====== SOURCE DATA

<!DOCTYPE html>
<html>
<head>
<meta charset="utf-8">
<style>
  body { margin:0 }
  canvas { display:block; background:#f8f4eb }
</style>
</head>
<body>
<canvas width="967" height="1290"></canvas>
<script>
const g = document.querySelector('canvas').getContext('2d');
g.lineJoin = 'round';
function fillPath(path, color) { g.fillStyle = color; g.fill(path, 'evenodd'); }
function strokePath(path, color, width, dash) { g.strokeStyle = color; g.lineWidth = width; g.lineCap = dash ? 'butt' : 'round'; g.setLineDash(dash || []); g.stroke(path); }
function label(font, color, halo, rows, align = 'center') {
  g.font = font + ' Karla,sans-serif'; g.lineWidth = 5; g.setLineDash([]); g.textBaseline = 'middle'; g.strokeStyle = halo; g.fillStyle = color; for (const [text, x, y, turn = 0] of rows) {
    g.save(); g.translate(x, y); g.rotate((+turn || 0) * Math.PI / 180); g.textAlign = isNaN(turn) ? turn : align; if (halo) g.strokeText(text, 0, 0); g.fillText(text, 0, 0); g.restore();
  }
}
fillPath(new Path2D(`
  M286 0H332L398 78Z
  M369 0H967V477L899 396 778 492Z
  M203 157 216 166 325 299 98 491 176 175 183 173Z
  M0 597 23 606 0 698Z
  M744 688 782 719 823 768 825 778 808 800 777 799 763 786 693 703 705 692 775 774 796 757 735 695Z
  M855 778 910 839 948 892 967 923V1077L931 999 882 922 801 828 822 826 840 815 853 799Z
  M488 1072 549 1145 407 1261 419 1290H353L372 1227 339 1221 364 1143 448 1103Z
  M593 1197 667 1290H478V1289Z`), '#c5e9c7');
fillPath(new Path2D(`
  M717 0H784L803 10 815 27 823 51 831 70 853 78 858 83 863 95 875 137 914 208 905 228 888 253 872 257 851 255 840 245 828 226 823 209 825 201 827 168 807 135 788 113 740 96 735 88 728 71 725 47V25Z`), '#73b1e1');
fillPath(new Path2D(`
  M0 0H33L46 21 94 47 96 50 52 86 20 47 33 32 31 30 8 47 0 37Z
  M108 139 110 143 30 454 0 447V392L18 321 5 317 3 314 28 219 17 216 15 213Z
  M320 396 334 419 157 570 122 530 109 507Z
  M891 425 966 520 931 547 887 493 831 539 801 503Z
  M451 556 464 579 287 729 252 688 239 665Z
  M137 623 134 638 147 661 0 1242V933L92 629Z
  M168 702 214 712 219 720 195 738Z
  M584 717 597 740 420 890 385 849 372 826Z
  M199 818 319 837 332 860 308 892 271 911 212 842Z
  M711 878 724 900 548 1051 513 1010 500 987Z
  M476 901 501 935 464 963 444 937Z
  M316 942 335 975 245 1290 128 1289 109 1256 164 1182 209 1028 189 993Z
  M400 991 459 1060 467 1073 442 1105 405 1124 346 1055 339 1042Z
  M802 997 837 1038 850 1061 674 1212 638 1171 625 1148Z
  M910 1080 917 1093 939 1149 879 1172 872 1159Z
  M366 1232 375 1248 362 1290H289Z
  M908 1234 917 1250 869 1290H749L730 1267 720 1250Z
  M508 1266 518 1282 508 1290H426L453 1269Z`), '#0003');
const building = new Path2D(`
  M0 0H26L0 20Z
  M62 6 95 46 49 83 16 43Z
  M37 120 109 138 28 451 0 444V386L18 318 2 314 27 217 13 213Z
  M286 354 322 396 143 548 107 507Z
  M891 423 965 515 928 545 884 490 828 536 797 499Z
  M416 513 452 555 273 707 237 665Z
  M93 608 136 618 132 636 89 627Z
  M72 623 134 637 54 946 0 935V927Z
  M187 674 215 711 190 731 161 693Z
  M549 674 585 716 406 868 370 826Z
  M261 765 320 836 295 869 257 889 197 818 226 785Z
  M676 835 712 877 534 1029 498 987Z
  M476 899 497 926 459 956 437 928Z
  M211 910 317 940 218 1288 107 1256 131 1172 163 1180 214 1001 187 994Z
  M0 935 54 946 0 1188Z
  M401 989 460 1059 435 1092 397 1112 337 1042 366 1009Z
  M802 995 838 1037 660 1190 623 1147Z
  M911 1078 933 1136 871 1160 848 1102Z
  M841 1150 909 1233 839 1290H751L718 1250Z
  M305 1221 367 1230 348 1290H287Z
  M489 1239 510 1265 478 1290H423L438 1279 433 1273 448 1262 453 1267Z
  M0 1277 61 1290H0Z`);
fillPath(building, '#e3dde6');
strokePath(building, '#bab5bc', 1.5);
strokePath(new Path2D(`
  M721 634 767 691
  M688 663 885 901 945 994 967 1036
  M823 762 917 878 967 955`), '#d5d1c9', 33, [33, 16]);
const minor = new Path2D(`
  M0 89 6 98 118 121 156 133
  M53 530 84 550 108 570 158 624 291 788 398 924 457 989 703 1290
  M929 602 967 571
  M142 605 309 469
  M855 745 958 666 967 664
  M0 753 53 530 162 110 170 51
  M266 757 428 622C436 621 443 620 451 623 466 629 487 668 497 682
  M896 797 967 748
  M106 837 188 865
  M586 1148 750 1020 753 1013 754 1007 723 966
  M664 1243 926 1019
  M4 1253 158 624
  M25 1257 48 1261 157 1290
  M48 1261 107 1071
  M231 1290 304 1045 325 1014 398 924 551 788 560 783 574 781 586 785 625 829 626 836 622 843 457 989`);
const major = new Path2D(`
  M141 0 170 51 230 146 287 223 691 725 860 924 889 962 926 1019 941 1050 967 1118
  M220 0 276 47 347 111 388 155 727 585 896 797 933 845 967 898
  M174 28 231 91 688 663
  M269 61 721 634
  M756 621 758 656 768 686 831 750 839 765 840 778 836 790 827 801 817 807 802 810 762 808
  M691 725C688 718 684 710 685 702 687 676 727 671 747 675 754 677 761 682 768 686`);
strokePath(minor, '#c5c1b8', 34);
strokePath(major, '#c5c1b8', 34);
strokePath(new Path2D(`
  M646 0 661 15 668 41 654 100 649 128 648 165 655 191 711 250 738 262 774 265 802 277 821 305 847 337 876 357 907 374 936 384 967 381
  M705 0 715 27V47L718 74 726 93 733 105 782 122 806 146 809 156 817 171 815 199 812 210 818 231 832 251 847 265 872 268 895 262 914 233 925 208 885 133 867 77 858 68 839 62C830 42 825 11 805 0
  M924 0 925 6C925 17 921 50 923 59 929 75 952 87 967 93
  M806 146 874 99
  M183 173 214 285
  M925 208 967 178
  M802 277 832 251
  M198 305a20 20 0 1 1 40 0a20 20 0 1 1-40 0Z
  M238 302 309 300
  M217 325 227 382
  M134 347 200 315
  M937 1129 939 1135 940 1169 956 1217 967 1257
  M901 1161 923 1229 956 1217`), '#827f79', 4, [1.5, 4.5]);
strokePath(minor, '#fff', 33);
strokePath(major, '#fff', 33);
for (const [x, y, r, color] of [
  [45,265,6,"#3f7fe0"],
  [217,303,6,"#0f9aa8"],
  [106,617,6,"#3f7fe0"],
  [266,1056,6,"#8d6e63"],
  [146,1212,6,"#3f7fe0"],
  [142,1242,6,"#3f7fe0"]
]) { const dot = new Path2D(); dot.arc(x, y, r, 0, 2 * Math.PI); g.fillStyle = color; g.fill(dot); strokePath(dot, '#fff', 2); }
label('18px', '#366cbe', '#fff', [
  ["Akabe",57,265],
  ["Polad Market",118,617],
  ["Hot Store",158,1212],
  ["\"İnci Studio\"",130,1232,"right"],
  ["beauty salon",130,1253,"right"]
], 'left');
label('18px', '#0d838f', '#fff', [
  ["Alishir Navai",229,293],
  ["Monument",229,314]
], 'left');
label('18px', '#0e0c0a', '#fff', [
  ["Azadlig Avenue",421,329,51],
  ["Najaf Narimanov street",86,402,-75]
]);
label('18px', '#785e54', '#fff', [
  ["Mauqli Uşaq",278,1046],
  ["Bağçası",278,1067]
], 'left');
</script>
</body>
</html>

============

### ASSIGNMENT
Among the lines of the material above, find those with the word "align". Copy each one.

### REPLY TO THE EXERCISE
function label(font, color, halo, rows, align = 'center') {
    g.save(); g.translate(x, y); g.rotate((+turn || 0) * Math.PI / 180); g.textAlign = isNaN(turn) ? turn : align; if (halo) g.strokeText(text, 0, 0); g.fillText(text, 0, 0); g.restore();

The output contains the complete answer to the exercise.